WHAT THIS TASK INVOLVES:
How many of the lines below have the word "stream" in them? The answer is that number and nothing more.

------------

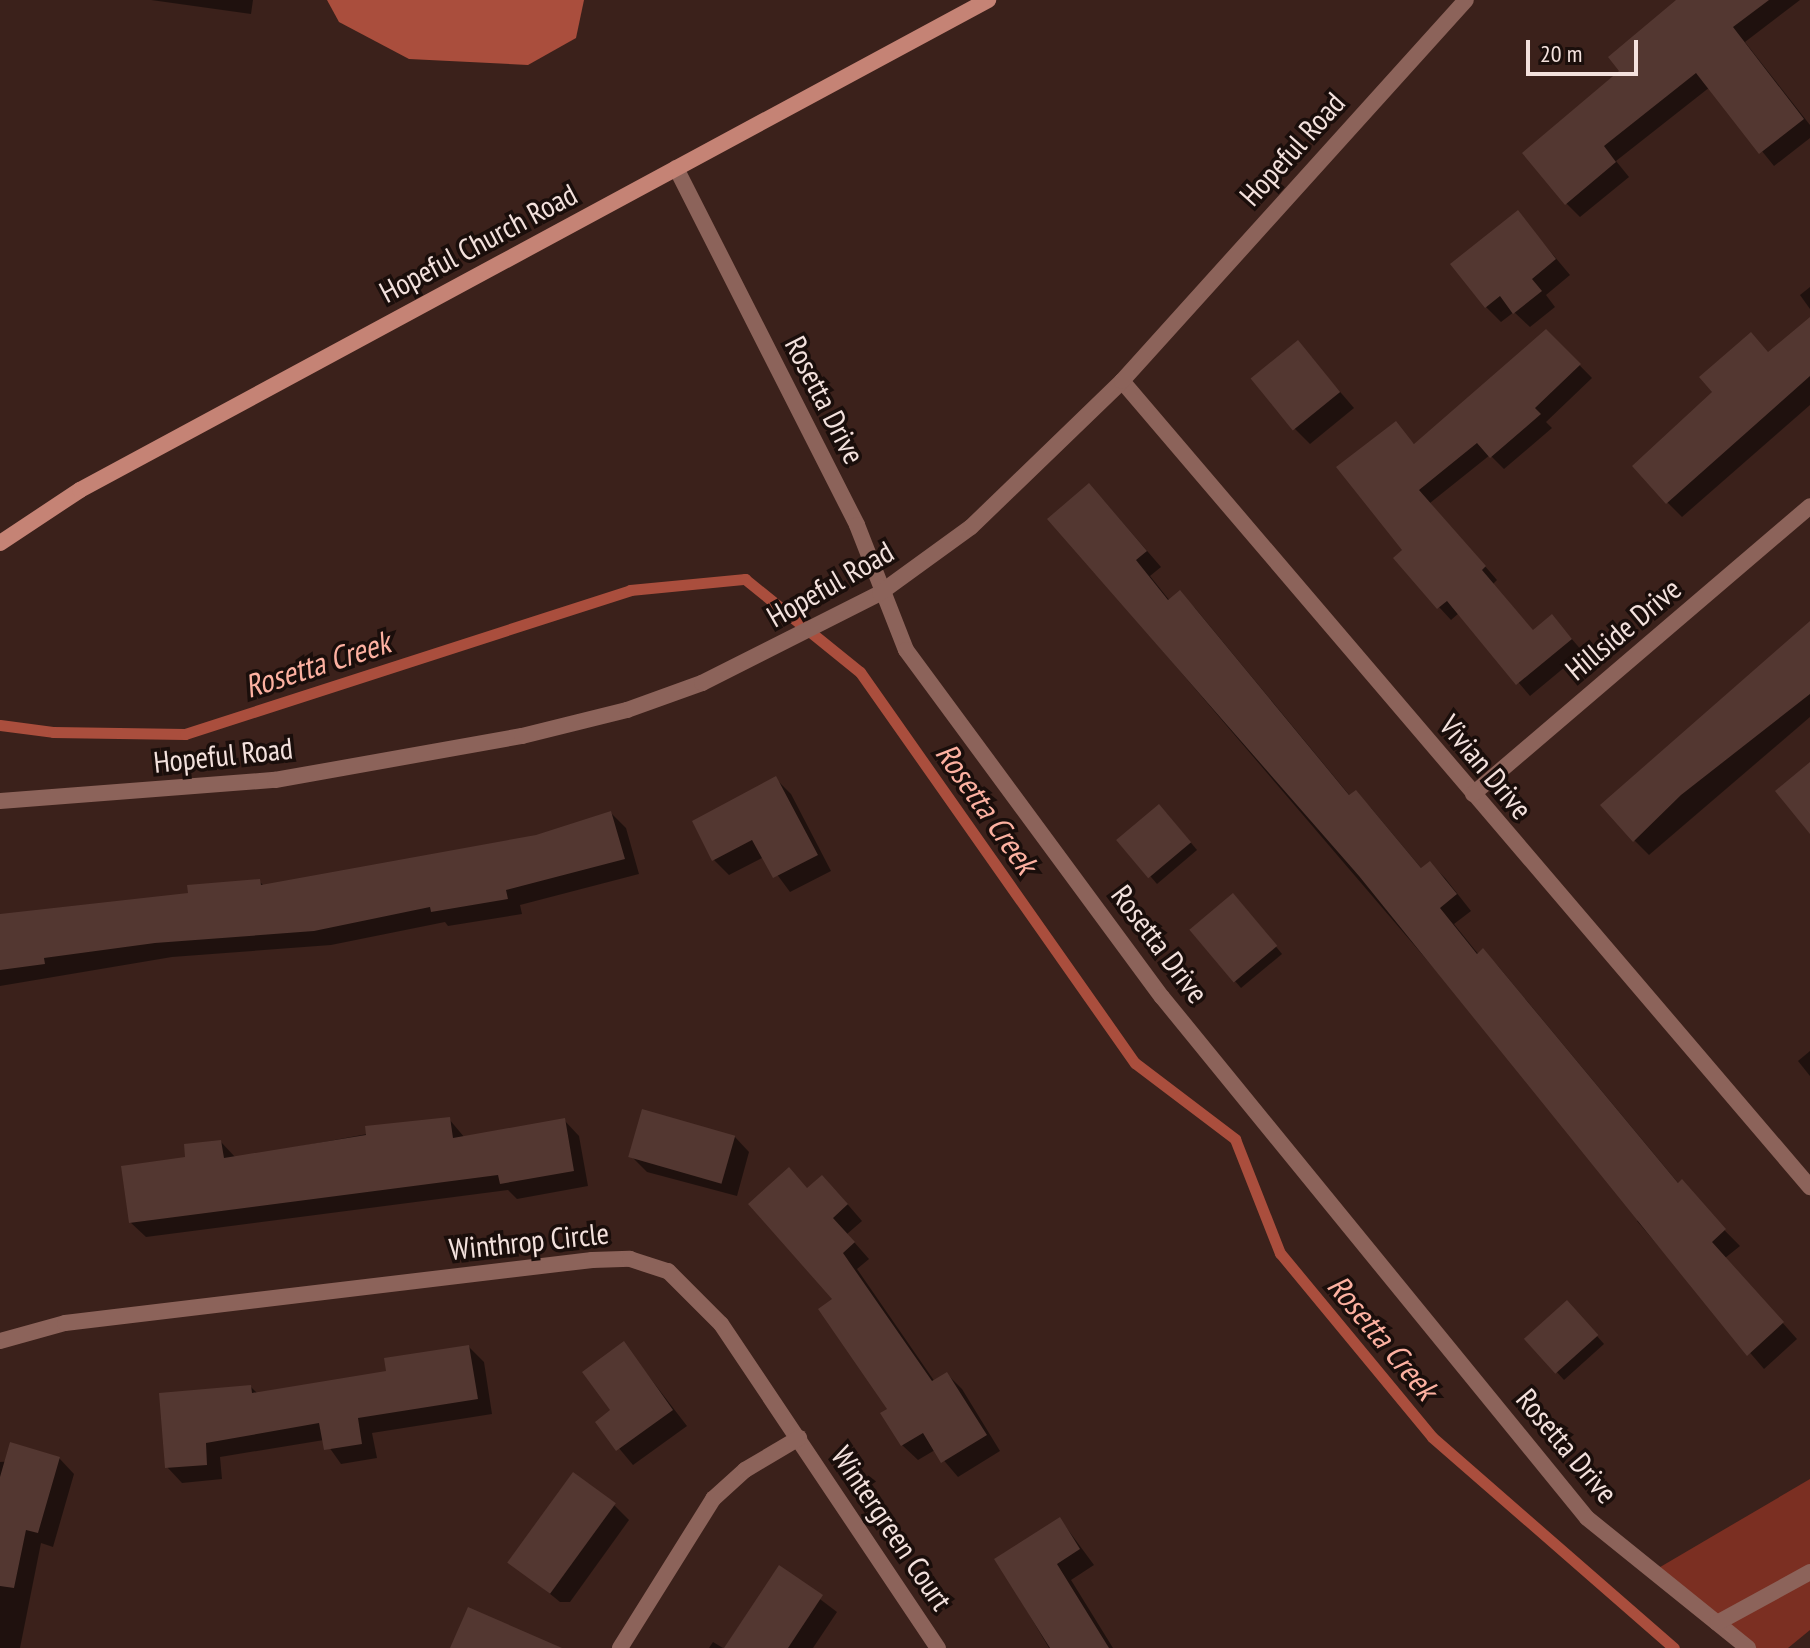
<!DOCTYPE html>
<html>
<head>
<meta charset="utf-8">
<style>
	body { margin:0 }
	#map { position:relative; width:1810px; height:1648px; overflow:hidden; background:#3b211b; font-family:"PT Sans Narrow",sans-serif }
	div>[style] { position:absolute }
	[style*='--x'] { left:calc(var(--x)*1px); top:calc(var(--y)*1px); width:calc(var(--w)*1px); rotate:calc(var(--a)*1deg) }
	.green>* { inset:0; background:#7b2f22 }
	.water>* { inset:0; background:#aa4e3d }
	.shadow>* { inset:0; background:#0007 }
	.stream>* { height:11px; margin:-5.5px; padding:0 5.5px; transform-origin:5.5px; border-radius:5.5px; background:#aa4e3d }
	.building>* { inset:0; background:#533731; transform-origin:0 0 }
	.street>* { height:16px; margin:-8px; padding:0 8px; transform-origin:8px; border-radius:8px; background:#8c635a }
	.secondary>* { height:16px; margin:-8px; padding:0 8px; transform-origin:8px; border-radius:8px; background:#c58375 }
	span { translate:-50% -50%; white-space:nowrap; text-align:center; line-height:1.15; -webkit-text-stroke:7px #1a0e0b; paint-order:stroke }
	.street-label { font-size:30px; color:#f3e1dd }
	.water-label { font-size:32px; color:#fdb1a1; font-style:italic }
	.scale { position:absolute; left:1526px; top:40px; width:112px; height:36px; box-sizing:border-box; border:4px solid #f3e1dd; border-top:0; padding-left:10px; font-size:24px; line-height:28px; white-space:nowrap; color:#f3e1dd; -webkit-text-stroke:6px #1a0e0b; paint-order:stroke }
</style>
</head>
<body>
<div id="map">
	<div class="green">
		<div style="clip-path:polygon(1810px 1479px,1810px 1630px,1788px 1648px,1748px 1648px,1650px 1573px)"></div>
	</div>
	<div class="water">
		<div style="clip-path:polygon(327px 0,584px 0,576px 38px,528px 65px,409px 59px,339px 22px)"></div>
	</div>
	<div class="shadow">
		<div style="clip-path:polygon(151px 0,253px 0,251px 14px)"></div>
		<div style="clip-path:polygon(1679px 0,1800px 0,1745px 42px,1810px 125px,1810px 138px,1774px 166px,1710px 87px,1616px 161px,1629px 177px,1580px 217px,1566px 203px,1622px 72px)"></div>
		<div style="clip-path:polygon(1518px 213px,1570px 275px,1546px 295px,1555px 307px,1530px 327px,1514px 312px,1501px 322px,1486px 307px)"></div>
		<div style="clip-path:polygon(1810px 287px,1810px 309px,1800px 295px)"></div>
		<div style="clip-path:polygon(1810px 319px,1810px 405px,1682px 517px,1667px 502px,1769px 354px)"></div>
		<div style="clip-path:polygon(1546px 331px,1592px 378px,1546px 422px,1552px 428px,1504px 469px,1490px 455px,1430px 503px,1497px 580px,1493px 584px,1534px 632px,1564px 630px,1583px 652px,1530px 696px,1459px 613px,1451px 620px,1439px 607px,1404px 551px,1395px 424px,1415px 445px)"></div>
		<div style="clip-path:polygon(1298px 343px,1354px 408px,1310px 444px,1295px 429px)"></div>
		<div style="clip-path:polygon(1104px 501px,1161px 567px,1150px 576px,1170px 601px,1180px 593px,1195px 608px,1351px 797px,1356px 793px,1371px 808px,1422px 869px,1430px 863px,1445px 878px,1471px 911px,1454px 924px,1479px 955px,1483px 951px,1498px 966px,1679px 1184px,1740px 1246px,1725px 1258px,1797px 1339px,1764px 1369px,1637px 1221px,1640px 1219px,1556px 1111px,1050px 519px)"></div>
		<div style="clip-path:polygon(1810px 624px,1810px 717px,1649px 855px,1634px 840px)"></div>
		<div style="clip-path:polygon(776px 779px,791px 794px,831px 871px,790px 892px,764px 857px,729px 875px,714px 860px,695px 822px)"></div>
		<div style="clip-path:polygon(611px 813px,626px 828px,639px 874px,520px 905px,522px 914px,448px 926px,445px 922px,331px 945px,172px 957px,0 986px,0 917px,190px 895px,259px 881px,264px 886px,537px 837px)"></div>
		<div style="clip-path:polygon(1166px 813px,1197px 850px,1157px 884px,1119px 840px)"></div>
		<div style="clip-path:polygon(1240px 902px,1282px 954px,1241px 988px,1191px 930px)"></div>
		<div style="clip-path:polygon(1810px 1051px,1810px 1076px,1798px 1061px)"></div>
		<div style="clip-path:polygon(449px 1119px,465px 1138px,564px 1120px,579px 1136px,588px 1186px,517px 1199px,508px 1190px,146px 1237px,130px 1222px,188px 1159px,221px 1142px,236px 1158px)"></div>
		<div style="clip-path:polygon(734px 1136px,749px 1152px,737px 1196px,647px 1172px,631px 1156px)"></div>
		<div style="clip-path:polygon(808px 1190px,837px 1192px,862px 1221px,847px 1234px,869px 1259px,857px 1269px,935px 1382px,947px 1374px,962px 1389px,1000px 1451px,958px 1477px,935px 1450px,918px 1460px,902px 1445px,883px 1413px,890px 1409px,835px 1299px)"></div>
		<div style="clip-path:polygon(1574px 1310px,1604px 1344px,1564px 1380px,1527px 1339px)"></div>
		<div style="clip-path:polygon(624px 1344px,687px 1426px,633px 1465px,597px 1422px,613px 1411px)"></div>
		<div style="clip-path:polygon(469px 1347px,484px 1362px,492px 1414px,372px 1433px,377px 1458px,341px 1464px,324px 1440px,220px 1457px,222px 1479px,182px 1483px,167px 1467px,251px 1387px,258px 1394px,388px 1373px)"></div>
		<div style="clip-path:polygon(59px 1458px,74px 1474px,53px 1547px,41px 1543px,20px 1648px,0 1648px,0 1462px)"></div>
		<div style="clip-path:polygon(614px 1505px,629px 1520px,570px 1602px,560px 1602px,511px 1562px)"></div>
		<div style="clip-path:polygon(1060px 1519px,1094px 1565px,1071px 1580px,1113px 1648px,1049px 1648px,997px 1560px)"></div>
		<div style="clip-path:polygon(779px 1568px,837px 1612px,813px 1648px,726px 1648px)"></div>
		<div style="clip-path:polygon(713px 1642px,723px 1648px,709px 1648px)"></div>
	</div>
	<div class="stream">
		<div style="--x:0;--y:725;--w:53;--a:7.5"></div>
		<div style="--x:53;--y:732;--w:132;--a:0.9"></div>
		<div style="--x:185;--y:734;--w:468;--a:-17.9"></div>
		<div style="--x:630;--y:590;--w:116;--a:-5.5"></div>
		<div style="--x:745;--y:579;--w:148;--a:39"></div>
		<div style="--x:860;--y:672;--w:478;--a:54.9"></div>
		<div style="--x:1135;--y:1063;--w:126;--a:37.2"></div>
		<div style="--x:1235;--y:1139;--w:123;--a:68.5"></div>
		<div style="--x:1280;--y:1253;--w:239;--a:50.4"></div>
		<div style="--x:1432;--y:1437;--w:321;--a:41.1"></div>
	</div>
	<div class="building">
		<div style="clip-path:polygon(1676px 0,1769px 0,1733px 27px,1804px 119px,1759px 154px,1696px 73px,1604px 146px,1616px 162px,1565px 205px,1522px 153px,1619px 71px,1608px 57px)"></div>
		<div style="clip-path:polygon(1518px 210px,1556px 259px,1532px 279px,1542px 291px,1513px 314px,1500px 296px,1485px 308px,1450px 264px)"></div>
		<div style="clip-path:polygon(1810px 317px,1810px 376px,1666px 504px,1632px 466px,1712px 392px,1699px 377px,1751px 332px,1768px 352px)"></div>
		<div style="clip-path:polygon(1546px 329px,1581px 364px,1535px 408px,1541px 414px,1490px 458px,1477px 443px,1419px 490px,1486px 566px,1482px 570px,1533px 630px,1552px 614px,1572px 639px,1516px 685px,1447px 601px,1437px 609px,1393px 558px,1402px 550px,1336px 467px,1396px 421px,1414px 444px)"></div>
		<div style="left:1298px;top:340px;width:67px;height:61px;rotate:51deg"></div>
		<div style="clip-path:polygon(1089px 483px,1147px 551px,1136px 560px,1168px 600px,1180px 590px,1349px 795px,1356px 790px,1421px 868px,1430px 861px,1457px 894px,1440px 908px,1477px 954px,1483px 948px,1678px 1183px,1682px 1179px,1726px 1229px,1712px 1242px,1784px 1322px,1747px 1356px,1359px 876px,1047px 519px)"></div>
		<div style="clip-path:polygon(1810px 621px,1810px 694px,1681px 795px,1633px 842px,1600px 805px)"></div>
		<div style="clip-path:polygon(1810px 762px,1810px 834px,1775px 791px)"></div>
		<div style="clip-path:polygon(776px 776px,818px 855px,773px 878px,752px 840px,712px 861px,692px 821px)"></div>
		<div style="left:1159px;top:804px;width:50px;height:56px;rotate:50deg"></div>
		<div style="clip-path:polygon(611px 811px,625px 859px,506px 890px,508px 899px,431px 912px,430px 907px,314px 931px,155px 943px,44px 958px,45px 964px,0 970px,0 914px,188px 893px,187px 885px,260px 879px,261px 885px,536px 835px)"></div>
		<div style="left:1233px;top:893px;width:69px;height:57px;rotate:50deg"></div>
		<div style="left:642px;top:1109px;width:97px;height:50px;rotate:16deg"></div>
		<div style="clip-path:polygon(450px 1117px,453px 1138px,565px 1118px,574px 1171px,500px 1184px,498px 1175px,129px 1223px,121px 1166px,185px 1157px,184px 1144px,221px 1140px,224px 1158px,366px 1135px,365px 1126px)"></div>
		<div style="clip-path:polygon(789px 1167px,807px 1188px,822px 1175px,848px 1204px,833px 1218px,855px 1242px,843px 1253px,932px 1381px,947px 1372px,987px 1435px,941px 1463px,923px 1433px,901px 1446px,880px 1413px,887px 1409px,818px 1309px,832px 1299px,748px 1204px)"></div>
		<div style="left:1567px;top:1300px;width:47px;height:58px;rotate:48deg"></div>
		<div style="clip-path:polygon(624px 1341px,673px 1410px,616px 1451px,595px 1422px,610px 1410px,582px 1372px)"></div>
		<div style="clip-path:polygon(469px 1345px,478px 1399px,358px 1418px,362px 1444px,324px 1450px,319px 1423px,206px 1443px,207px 1465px,165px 1468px,159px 1393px,251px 1385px,252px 1393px,386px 1371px,384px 1358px)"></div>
		<div style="clip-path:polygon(10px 1442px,60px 1457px,38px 1533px,26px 1530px,14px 1588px,0 1586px,0 1477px)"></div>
		<div style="left:573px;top:1472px;width:53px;height:112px;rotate:36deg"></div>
		<div style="clip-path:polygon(1060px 1517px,1080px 1549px,1057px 1564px,1109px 1648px,1050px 1648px,994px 1559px)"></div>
		<div style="clip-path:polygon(779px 1565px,823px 1595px,788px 1648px,724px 1648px)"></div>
		<div style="clip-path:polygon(468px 1607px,562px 1648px,450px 1648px)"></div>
	</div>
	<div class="street">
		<div style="--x:676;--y:168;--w:400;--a:63.1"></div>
		<div style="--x:857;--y:525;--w:134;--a:68.6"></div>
		<div style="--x:906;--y:650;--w:431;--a:53.6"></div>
		<div style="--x:1162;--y:997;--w:672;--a:50.79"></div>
		<div style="--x:1587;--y:1518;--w:207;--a:38.9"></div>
		<div style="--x:1122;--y:381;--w:1060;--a:49.52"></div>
		<div style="--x:1473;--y:794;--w:443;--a:-40.5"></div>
		<div style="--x:0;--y:801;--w:276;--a:-4.4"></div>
		<div style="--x:275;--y:780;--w:251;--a:-10.1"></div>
		<div style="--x:522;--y:736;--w:108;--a:-13.9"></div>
		<div style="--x:627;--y:710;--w:80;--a:-19.8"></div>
		<div style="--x:702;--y:683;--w:199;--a:-26.8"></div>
		<div style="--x:880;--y:593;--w:112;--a:-36"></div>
		<div style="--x:971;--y:527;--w:210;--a:-44"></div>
		<div style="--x:1122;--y:381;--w:513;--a:-47.92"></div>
		<div style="--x:0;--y:1341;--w:67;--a:-15.5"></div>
		<div style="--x:65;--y:1323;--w:531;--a:-6.82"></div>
		<div style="--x:592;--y:1260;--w:38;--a:-2"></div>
		<div style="--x:630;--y:1259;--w:40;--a:18"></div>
		<div style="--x:668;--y:1271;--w:75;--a:45"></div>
		<div style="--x:721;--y:1324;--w:390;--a:56.2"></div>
		<div style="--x:1717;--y:1623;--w:106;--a:-28.7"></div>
		<div style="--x:620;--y:1648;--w:176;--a:-58"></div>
		<div style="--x:713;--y:1499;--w:43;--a:-42.2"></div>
		<div style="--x:745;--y:1470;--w:63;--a:-30.7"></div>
	</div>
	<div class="secondary">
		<div style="--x:0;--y:543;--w:96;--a:-33.5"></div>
		<div style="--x:80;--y:490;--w:1032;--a:-28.35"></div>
	</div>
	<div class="street-label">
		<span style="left:1292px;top:149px;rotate:-48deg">Hopeful Road</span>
		<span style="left:478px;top:243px;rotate:-28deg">Hopeful Church Road</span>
		<span style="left:825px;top:400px;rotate:63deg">Rosetta Drive</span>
		<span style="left:830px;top:584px;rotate:-30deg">Hopeful Road</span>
		<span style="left:1623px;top:629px;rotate:-40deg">Hillside Drive</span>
		<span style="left:223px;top:755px;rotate:-6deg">Hopeful Road</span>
		<span style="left:1486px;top:767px;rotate:50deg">Vivian Drive</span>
		<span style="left:1160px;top:944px;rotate:53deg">Rosetta Drive</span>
		<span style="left:529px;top:1241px;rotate:-6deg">Winthrop Circle</span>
		<span style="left:1567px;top:1446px;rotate:50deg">Rosetta Drive</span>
		<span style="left:892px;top:1528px;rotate:56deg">Wintergreen Court</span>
	</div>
	<div class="water-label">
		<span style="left:317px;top:664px;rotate:-18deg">Rosetta Creek</span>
		<span style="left:987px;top:808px;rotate:55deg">Rosetta Creek</span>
		<span style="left:1383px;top:1337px;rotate:50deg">Rosetta Creek</span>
	</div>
	<div class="scale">20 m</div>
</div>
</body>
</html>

------------

EXERCISE OUTPUT:
2